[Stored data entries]
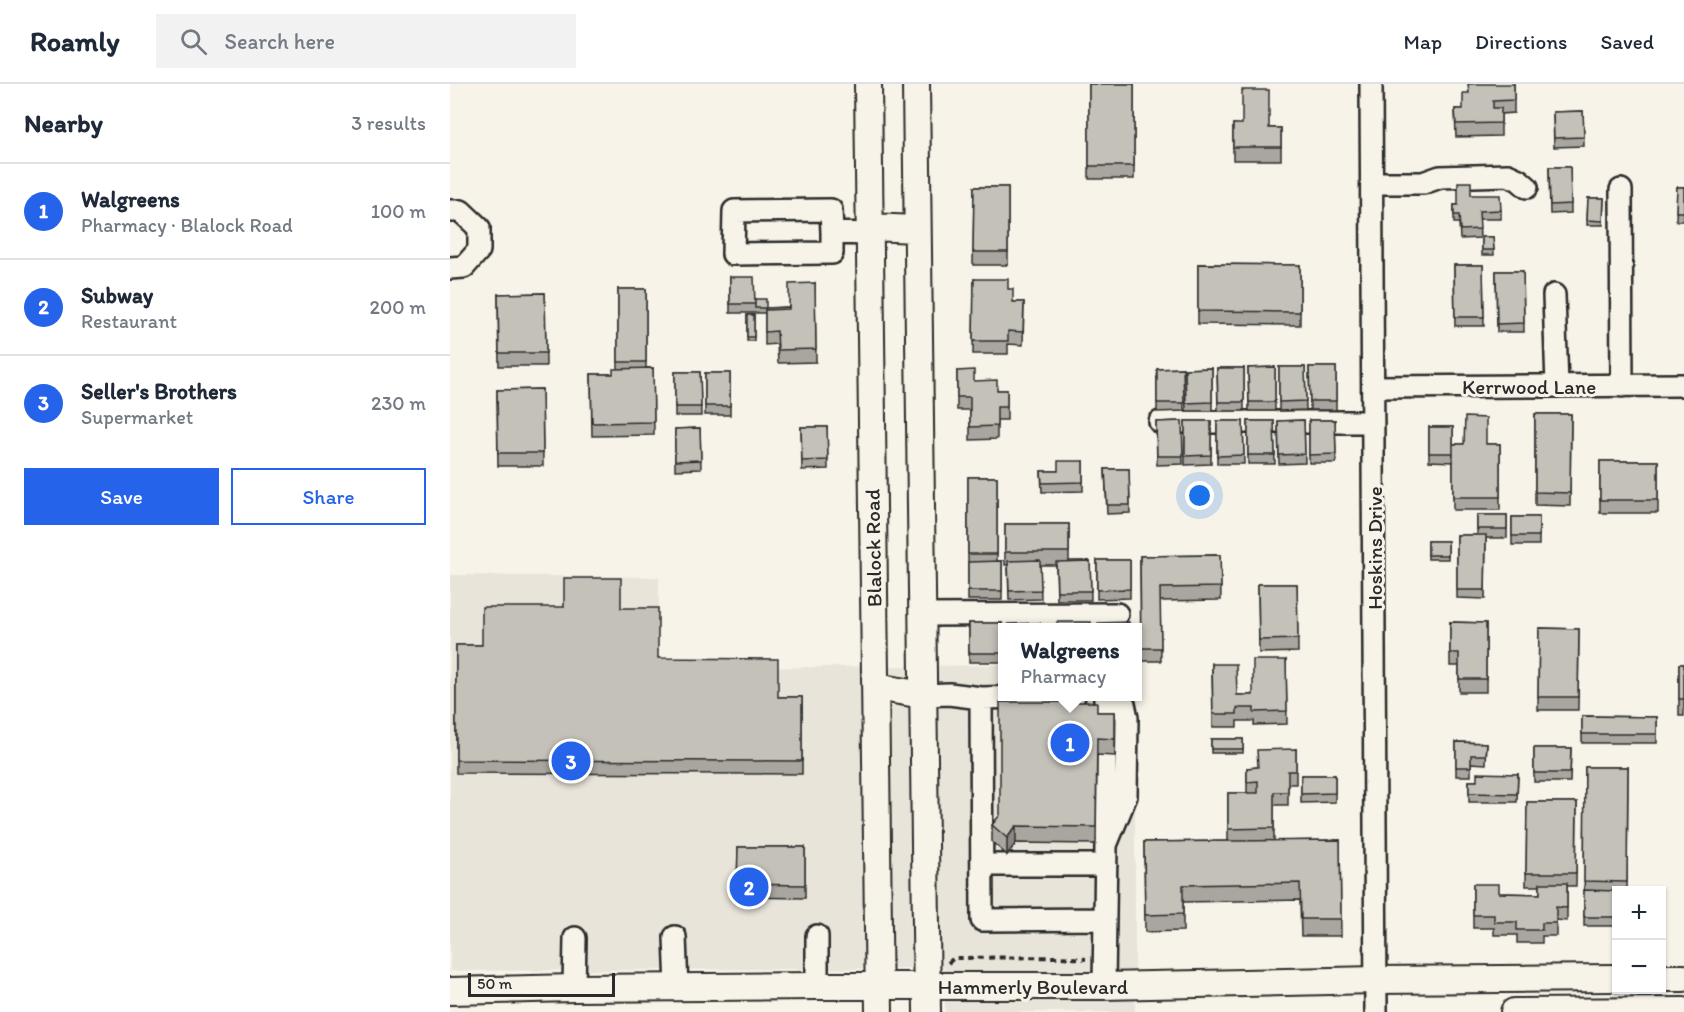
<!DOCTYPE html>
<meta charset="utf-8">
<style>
:root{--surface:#fff;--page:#f2f2f3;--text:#1f2937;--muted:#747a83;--line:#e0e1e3;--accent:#2563eb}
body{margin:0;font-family:Itim,sans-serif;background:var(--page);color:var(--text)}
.controls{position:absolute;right:18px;bottom:18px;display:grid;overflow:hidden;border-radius:0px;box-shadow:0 2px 4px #0004}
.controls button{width:54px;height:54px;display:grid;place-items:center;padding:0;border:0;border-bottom:2px solid var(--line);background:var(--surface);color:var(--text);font:30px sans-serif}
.scale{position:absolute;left:18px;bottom:15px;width:147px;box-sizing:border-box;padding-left:6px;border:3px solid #2b2b2b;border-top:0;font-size:16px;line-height:21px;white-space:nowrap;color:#2b2b2b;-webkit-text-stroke:4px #f7f3e8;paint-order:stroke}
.you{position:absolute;left:750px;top:412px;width:21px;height:21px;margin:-15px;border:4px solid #fff;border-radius:50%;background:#1a73e8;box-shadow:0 0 0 9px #1a73e833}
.badge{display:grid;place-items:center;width:39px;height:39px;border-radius:50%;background:var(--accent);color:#fff;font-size:20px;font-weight:700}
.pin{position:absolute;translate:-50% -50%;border:3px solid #fff;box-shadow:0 2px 6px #0006}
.popup{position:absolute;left:548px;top:539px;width:144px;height:78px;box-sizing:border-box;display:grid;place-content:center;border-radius:0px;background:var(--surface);filter:drop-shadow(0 2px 4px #0005);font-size:20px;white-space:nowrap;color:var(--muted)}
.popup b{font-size:22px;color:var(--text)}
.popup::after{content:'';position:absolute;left:50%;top:100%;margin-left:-12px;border:12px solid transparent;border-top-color:var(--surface)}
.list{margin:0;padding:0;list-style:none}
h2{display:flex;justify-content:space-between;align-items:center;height:78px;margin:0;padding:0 24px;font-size:26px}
h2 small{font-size:20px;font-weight:400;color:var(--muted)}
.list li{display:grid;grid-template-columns:39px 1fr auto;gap:18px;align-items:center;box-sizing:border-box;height:96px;padding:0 24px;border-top:2px solid var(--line)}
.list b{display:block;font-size:22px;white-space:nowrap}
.list p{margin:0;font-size:20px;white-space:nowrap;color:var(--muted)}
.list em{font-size:20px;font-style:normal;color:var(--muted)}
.actions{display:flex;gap:12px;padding:18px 24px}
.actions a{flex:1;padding:14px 0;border:2px solid var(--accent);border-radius:0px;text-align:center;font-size:21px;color:var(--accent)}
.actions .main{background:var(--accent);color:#fff}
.icon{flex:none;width:33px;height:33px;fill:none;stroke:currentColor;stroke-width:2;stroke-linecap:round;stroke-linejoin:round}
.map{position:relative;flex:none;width:1234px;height:928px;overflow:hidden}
header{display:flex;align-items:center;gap:36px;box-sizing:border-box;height:84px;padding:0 30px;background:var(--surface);border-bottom:2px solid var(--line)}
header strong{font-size:28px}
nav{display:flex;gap:33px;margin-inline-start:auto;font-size:21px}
.search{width:420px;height:54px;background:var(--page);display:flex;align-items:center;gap:15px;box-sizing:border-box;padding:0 21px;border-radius:0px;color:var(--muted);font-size:22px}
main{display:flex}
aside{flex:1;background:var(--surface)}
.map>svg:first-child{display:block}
.built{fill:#e8e4da}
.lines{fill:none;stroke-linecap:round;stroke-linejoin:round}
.minor-casing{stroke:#2b2b2b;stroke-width:26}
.major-casing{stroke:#2b2b2b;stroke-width:30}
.path{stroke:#2b2b2b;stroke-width:4;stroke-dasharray:6 4.5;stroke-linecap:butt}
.minor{stroke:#f7f3e8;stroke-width:21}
.major{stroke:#f7f3e8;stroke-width:26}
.wall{fill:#a9a69f;stroke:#2b2b2b;stroke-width:1.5}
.shaded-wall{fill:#898782;stroke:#2b2b2b;stroke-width:1.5}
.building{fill:#c4c1b9;stroke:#2b2b2b;stroke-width:1.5}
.labels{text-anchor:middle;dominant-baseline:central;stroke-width:6;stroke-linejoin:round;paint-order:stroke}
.street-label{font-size:21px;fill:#2b2b2b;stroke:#f7f3e8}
</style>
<header>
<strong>Roamly</strong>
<div class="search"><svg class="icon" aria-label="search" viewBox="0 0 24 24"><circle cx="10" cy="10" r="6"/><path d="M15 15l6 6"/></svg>Search here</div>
<nav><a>Map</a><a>Directions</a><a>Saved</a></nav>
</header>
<main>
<aside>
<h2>Nearby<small>3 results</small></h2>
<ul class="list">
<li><span class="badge">1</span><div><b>Walgreens</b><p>Pharmacy · Blalock Road</p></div><em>100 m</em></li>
<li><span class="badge">2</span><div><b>Subway</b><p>Restaurant</p></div><em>200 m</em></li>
<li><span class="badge">3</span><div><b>Seller's Brothers</b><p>Supermarket</p></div><em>230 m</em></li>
</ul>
<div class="actions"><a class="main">Save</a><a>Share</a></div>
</aside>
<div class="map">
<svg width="1234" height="928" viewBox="0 0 1234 928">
<rect width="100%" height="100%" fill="#f7f3e8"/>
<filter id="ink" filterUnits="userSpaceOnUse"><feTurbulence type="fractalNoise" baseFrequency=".0167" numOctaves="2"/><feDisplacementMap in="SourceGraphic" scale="12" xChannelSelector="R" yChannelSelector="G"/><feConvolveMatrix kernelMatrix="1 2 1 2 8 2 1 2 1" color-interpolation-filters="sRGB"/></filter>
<g filter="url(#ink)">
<!-- built -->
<path class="built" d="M0,491l209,2 -1,92 344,-4v31l133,1v315h-190l-1,-44 -494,3z"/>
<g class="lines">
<!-- minor casing -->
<g class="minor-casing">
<path id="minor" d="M921,0l5,928
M922,99h51l17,-6 68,-2 11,5 8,7
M1171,106l1,196
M0,127h11l18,17v22l-15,17 -14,1
M382,149v20l-99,1 1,-43 97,-1 1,23 38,1
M1104,211l3,91
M923,303l311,-2
M710,338h213
M472,531l195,-1
M473,611l26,-1 32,4 93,-2
M655,612v33
M531,614l1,222 123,-1
M655,672l1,79
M532,781h124
M367,852v50
M225,853l2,51
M654,902l2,-141 20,-49 1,-78 -3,-14 -7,-8
M124,904l1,-50"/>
</g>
<!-- major casing -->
<g class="major-casing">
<path id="major" d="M418,0l11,928
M466,0l11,928
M420,143l46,2
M426,603l47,8
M1212,894h22
M0,907l124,-3 243,-2h287l272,-6 240,-2
M1064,928l170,-1"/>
</g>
<!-- path -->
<path class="path" d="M498,879l6,-5 106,-1 26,2"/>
<!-- minor -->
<use href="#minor" class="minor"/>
<!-- major -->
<use href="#major" class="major"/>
</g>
<!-- wall -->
<path class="wall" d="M639,0h45v95h-45z
M1064,0v29l-13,1v22l-45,1 -1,-28h8z
M1133,27l1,35 -30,1 -1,-35z
M783,40l36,4h12v32h-48z
M1099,83h21l1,46 -21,1z
M524,103h34v78h-35z
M1227,103h7v34h-8z
M1021,111l30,15v9h-22l1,19 -20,1 -1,-16h-5v-18h4z
M1138,114h16l-1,27h-16z
M1032,153h11l1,18h-12z
M748,180l102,1v60l-102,-1z
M1004,181h29l1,61h-29z
M1046,187h27l1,61h-27z
M280,193l25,22 11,9 23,-1 26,-24 1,79 -38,1 -1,-19 -12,1v-32h-35z
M524,195l34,10 5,13h11l-1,43 -15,-1v10h-35z
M168,205h28v79h7l1,67 -62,1 -1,-62h22l5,-5z
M95,209l1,73h-47l-1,-72z
M297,231h7v26h-7z
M825,283v44h-26l-1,-43z
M829,283h26l1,43 -27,1z
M859,283h27v43h-26z
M733,284l1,43 -27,1v-43z
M762,284v43h-26l-1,-42z
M767,284h27v43h-26z
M507,287l17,10 23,9h10v30h-10v19l-27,1v-30h-13z
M225,288h25l1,44h-26z
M255,289h25v42h-25z
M92,305l1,77h-45l-1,-76z
M1085,330h36l-1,92 -35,-1z
M854,336l1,43 -26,1 -1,-43z
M859,336h26l1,43h-27z
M732,337l1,43 -26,1 -1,-43z
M735,337h26v43l-26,1z
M767,337h26l1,43h-27z
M798,337h26l1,43h-27z
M351,343h26l1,42 -26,1z
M979,343h24v35l-24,-1z
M250,344l1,41 -26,1v-41z
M1003,360h47v66h-47z
M633,377v30l-41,1 -1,-21h17z
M1150,377h58v52h-58z
M655,385h24l1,44 -23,1z
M518,393h29v84h5v39h-34z
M1027,431h30v23h-21l-1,61 -28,-1v-63h20z
M1062,433h27v28h-27z
M555,440h64v37h21l1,39h-34l-1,-35h-16l1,34 -32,1 -1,-35h-3z
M978,457h20v18h-20z
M770,471l1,45 -61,1 1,60h-20l-1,-105z
M647,476h33v38l-33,1z
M808,500h39l1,68 -39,1z
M114,523l57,1 37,50 120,39h24v77l-346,-1v-128h26z
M1000,538l36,1v69h-27v-26h-9z
M519,539h33v39h-33z
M1089,544l40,1 -1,81h-40z
M836,576l1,64 -33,1v-4h-17v6h-24l-1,-63 25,31h16z
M1229,580h5v52h-5z
M647,628h18v44l-18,-1 -1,89 -80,-1 -9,12 -15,-13v-17z
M1132,632l75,1v26h-75z
M761,655h32v14h-32z
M1006,658l31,1 -1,21 -15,-1v13h-15z
M1084,664h37l-1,34h-36z
M846,665v35h-8v21h-14v36l66,-1 1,96h-40l-1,-36 -117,2v29l-38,1 -1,-90 84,-1v-48h19v-25l10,-1z
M1135,683h43l-1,124h-10v39h-2v-4h-31z
M1068,690l-1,28h-48v-21h8z
M851,691h34v27l-34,1z
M1077,718h50l-1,84h-9v35l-11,-1v16h-14v7h-25v-8h-23v-7h-21v-44l26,9 41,1v-8h-14z
M288,763h67v51l-68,-1z"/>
<!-- shaded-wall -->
<path class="shaded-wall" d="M566,742v17l-9,12v-17z"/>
<!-- building -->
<path class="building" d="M639,0h45v82h-45z
M1018,0h46v16l-21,1v7h8v15l-45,1 -1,-15h8v-16h6z
M792,6h27v38h12v19h-48v-23h9z
M1133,27l1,26 -30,1 -1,-26z
M1099,83h21l1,37 -21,1z
M1008,98h13v13h29l1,15 -22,1 1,18 -20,1 -1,-15h-5v-10h4z
M524,103h34v65h-35z
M1227,103h7v25h-8z
M1138,114h16l-1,23 -16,-1z
M1032,153h11l1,13h-12z
M748,180l102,1v47l-102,-1z
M1004,181h29l1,52h-29z
M1046,187h27l1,52 -27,1z
M280,193h24l1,27h-25z
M524,195h34v10h5v13h11l-1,30 -15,-1v10h-35z
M365,199l1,66 -38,1 -1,-19 -12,1v-22l24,-1v-25z
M168,205h28v73h-28z
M95,209l1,60h-47l-1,-59z
M305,215h11v9l23,-1v2l-24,1v8v-10h-10z
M297,231h7v22h-7z
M825,283v35h-26l-1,-34z
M829,283h26l1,34 -27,1z
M859,283h27v34h-26z
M203,284l1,54 -62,1 -1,-49h22v-5z
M733,284l1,35h-27v-34z
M762,284v34l-26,1 -1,-34z
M767,284h27v34h-26z
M524,286v11l23,-1v10h10v17h-10v19l-27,1v-30h-13v-26z
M225,288h25l1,35h-26z
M255,289h25v33h-25z
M92,305l1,64h-45l-1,-63z
M1085,330h36l-1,79 -35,-1z
M1015,333l21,1v26h14v53h-47v-53h11z
M854,336l1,34 -26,1 -1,-34z
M859,336h26l1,34 -27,1z
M732,337l1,35h-26l-1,-34z
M735,337h26v34l-26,1z
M767,337h26l1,34 -27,1z
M798,337h26l1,34h-27z
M351,343h26l1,33 -26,1z
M979,343h24v26h-24z
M250,344l1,32 -26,1v-32z
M608,377h25v21l-41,1 -1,-12h17z
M1150,377h58v39h-58z
M655,385h24l1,36h-23z
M518,393h29v77h-29z
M1027,431h30v14h-30z
M1062,433h27v19h-27z
M555,440h64v28h-64z
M1007,451h29l-1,55h-28z
M978,457h20v14h-20z
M770,471l1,32 -61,1 1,60h-20l-1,-92z
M590,476l1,30 -32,1 -1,-30z
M647,476h33v29l-33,1z
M552,477v30h-34v-29z
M640,477l1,30h-34l-1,-29z
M114,494h57v30h37v50l120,1v38h24v64l-346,-1v-115h26v-38h82z
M808,500h39l1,55 -39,1z
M607,538h34v5h-34z
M679,538v5h-31v-4z
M1000,538l36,1v56h-27v-26h-9z
M519,539h33v30h-33z
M590,539v4h-32v-3z
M1089,544l40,1 -1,68h-40z
M803,576h33l1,51 -33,1v-4h-17v6h-24l-1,-50h24l1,31h16z
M1229,580h5v35h-5z
M550,618h97v10h18v27l-18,-1 -1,89 -80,-1 -9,12 -15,-13 8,-10z
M1132,632l75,1v17h-75z
M761,655h32v10h-32z
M1006,658l31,1 -1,12h-15v12h-15z
M1084,664h37l-1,25h-36z
M846,665v22h-8v21h-14v36l-46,1v-36h30v-12l-11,1v-14l11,-1 -1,-17z
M1135,683h43l-1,115 -43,-1z
M1027,689l41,1 -1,20 -48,-1v-12h8z
M851,691h34v18l-34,1z
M1077,718h50l-1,71h-50z
M890,756l1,79h-40l-1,-36 -117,2v29l-38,1 -1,-73z
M288,763h67v38l-68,-1z
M1090,799h27v25l-11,-1v16h-14v7h-25v-8h-23v-7h-21v-31h26v9l41,1z
M1134,806l33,1v30h-2v-4h-31z"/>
</g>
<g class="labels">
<!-- street labels -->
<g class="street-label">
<text x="1079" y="302">Kerrwood Lane</text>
<text transform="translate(423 464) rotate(-91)">Blalock Road</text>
<text transform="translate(924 464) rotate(-90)">Hoskins Drive</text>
<text x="583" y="902">Hammerly Boulevard</text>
</g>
</g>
</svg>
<div class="controls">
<button>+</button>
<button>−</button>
</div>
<div class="scale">50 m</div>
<div class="you"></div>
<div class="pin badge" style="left:620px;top:659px">1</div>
<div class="popup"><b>Walgreens</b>Pharmacy</div>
<div class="pin badge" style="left:299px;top:803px">2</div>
<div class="pin badge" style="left:121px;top:677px">3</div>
</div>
</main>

Your assignment
All lines holding the word "absolute" must be copied from the data.

Response for this exercise
.controls{position:absolute;right:18px;bottom:18px;display:grid;overflow:hidden;border-radius:0px;box-shadow:0 2px 4px #0004}
.scale{position:absolute;left:18px;bottom:15px;width:147px;box-sizing:border-box;padding-left:6px;border:3px solid #2b2b2b;border-top:0;font-size:16px;line-height:21px;white-space:nowrap;color:#2b2b2b;-webkit-text-stroke:4px #f7f3e8;paint-order:stroke}
.you{position:absolute;left:750px;top:412px;width:21px;height:21px;margin:-15px;border:4px solid #fff;border-radius:50%;background:#1a73e8;box-shadow:0 0 0 9px #1a73e833}
.pin{position:absolute;translate:-50% -50%;border:3px solid #fff;box-shadow:0 2px 6px #0006}
.popup{position:absolute;left:548px;top:539px;width:144px;height:78px;box-sizing:border-box;display:grid;place-content:center;border-radius:0px;background:var(--surface);filter:drop-shadow(0 2px 4px #0005);font-size:20px;white-space:nowrap;color:var(--muted)}
.popup::after{content:'';position:absolute;left:50%;top:100%;margin-left:-12px;border:12px solid transparent;border-top-color:var(--surface)}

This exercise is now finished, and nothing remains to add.